• [Data items]:
━━━━━━━━━━━━━━━━━━━━

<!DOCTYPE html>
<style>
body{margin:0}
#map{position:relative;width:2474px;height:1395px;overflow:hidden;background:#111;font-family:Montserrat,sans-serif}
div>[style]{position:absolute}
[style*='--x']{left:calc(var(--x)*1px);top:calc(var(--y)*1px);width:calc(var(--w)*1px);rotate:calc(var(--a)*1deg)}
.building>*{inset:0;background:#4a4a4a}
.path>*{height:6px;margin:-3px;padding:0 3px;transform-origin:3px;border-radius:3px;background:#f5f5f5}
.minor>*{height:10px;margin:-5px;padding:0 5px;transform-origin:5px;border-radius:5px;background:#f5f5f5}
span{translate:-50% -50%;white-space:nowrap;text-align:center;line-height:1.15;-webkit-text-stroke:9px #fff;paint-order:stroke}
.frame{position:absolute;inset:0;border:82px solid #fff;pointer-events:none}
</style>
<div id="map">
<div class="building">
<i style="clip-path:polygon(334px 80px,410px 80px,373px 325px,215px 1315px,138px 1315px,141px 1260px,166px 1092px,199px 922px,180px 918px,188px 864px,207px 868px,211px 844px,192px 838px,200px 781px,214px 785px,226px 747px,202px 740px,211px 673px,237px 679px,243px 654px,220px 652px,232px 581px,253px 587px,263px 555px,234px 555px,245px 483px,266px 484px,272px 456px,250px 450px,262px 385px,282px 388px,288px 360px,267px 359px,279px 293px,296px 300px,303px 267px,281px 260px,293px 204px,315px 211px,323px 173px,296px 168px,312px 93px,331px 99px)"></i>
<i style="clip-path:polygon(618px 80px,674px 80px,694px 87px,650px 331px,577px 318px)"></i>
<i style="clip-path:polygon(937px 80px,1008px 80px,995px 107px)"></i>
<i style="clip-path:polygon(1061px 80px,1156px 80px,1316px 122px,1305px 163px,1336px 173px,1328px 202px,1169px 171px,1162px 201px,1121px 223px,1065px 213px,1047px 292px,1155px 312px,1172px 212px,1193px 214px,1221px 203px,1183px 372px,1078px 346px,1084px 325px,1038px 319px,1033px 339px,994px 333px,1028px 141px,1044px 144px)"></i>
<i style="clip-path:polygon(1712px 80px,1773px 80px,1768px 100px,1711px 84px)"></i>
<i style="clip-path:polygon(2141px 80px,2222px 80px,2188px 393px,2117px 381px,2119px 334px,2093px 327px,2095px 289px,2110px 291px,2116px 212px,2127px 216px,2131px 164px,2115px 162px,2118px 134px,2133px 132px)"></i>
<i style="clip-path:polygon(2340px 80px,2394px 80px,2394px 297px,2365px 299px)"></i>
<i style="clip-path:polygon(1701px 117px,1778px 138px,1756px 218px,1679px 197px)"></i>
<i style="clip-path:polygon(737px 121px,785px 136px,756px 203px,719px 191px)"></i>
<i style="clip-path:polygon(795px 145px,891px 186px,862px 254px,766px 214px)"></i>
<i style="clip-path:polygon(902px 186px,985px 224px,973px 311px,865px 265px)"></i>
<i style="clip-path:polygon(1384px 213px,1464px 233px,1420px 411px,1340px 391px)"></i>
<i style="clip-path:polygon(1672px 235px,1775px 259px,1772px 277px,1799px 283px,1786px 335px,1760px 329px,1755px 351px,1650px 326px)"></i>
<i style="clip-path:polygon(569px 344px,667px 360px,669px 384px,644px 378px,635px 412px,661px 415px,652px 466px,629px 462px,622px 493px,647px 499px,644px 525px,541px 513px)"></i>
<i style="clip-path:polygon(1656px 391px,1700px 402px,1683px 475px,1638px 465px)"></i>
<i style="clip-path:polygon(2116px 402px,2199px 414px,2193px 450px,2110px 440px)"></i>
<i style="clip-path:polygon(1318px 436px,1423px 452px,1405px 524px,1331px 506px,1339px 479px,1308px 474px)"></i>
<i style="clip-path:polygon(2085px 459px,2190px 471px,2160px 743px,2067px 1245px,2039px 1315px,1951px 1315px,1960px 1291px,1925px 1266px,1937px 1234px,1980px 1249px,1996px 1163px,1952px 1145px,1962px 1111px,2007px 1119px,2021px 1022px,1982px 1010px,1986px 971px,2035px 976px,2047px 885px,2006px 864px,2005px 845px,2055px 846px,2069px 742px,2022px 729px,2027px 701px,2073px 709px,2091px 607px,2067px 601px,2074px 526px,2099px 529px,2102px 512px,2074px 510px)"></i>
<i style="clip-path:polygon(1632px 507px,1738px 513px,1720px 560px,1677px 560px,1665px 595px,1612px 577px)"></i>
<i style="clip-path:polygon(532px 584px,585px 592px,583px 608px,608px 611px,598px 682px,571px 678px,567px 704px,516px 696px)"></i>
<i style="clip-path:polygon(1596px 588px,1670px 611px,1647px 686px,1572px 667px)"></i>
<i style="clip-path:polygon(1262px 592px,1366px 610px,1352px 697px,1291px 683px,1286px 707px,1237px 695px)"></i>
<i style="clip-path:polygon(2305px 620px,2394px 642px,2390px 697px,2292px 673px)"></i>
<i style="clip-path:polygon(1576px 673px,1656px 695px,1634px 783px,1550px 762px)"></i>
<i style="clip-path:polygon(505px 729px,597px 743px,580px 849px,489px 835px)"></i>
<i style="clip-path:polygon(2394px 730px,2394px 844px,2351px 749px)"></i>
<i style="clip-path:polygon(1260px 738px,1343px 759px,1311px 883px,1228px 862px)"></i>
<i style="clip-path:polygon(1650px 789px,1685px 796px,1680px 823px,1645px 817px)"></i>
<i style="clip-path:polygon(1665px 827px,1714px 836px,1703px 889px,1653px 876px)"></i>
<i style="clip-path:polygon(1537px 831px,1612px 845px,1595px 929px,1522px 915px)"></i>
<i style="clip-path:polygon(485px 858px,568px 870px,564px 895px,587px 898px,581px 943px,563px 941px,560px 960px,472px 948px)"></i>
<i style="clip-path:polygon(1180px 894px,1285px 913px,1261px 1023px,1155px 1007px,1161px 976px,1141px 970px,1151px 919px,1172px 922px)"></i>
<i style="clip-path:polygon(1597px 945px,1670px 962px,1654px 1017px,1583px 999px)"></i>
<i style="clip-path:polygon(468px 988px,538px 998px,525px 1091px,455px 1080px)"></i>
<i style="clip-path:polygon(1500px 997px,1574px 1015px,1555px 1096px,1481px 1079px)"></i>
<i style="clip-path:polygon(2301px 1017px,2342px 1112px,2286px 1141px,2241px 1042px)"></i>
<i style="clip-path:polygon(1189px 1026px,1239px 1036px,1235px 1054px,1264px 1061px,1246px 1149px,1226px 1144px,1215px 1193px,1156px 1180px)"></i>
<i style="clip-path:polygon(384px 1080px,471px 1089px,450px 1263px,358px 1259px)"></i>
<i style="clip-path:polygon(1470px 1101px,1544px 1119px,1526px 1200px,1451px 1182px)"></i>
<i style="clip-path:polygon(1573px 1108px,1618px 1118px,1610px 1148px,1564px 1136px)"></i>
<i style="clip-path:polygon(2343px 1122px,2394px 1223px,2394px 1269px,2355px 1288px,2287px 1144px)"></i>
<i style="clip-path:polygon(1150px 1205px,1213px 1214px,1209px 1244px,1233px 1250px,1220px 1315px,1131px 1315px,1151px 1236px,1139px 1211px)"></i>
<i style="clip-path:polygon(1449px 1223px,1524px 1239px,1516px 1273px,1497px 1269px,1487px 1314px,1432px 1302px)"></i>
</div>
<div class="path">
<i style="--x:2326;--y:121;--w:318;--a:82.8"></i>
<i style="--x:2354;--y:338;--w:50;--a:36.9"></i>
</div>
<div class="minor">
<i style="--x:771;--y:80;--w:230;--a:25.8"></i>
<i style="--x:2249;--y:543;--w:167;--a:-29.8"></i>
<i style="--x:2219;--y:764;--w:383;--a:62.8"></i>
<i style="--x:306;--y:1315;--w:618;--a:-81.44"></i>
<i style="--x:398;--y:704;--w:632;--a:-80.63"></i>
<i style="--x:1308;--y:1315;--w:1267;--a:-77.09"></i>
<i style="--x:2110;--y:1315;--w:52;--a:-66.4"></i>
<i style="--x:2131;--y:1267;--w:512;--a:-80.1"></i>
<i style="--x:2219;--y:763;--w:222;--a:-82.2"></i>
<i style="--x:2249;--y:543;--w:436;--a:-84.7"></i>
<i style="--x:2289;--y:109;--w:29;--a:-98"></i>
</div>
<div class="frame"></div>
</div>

━━━━━━━━━━━━━━━━━━━━

The answer must consist of every line from the entries above that contains the string "width".

• [EXPECTED ANSWER]:
#map{position:relative;width:2474px;height:1395px;overflow:hidden;background:#111;font-family:Montserrat,sans-serif}
[style*='--x']{left:calc(var(--x)*1px);top:calc(var(--y)*1px);width:calc(var(--w)*1px);rotate:calc(var(--a)*1deg)}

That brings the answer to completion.